• **Assignment**:
Search the entries for the word "JSON" and copy each line that has it.
BEGIN Task material
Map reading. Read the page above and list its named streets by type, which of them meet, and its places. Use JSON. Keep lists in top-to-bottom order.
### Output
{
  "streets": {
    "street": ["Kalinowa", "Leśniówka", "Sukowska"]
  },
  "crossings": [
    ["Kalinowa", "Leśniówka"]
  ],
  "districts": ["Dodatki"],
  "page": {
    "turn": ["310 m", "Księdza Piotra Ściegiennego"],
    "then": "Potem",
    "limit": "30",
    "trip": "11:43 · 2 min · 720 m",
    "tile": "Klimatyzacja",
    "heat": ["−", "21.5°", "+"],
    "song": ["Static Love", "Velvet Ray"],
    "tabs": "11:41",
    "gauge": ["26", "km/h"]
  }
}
END Task material
BEGIN Task material
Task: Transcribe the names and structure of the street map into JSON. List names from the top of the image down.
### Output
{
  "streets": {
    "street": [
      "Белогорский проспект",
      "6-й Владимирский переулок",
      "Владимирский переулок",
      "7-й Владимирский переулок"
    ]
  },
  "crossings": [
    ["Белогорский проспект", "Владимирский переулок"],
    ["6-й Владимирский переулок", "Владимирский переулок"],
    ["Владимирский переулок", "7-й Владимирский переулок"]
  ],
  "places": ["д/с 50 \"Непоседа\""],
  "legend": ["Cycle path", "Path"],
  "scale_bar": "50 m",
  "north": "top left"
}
END Task material
• **Exercise result**:
Map reading. Read the page above and list its named streets by type, which of them meet, and its places. Use JSON. Keep lists in top-to-bottom order.
Task: Transcribe the names and structure of the street map into JSON. List names from the top of the image down.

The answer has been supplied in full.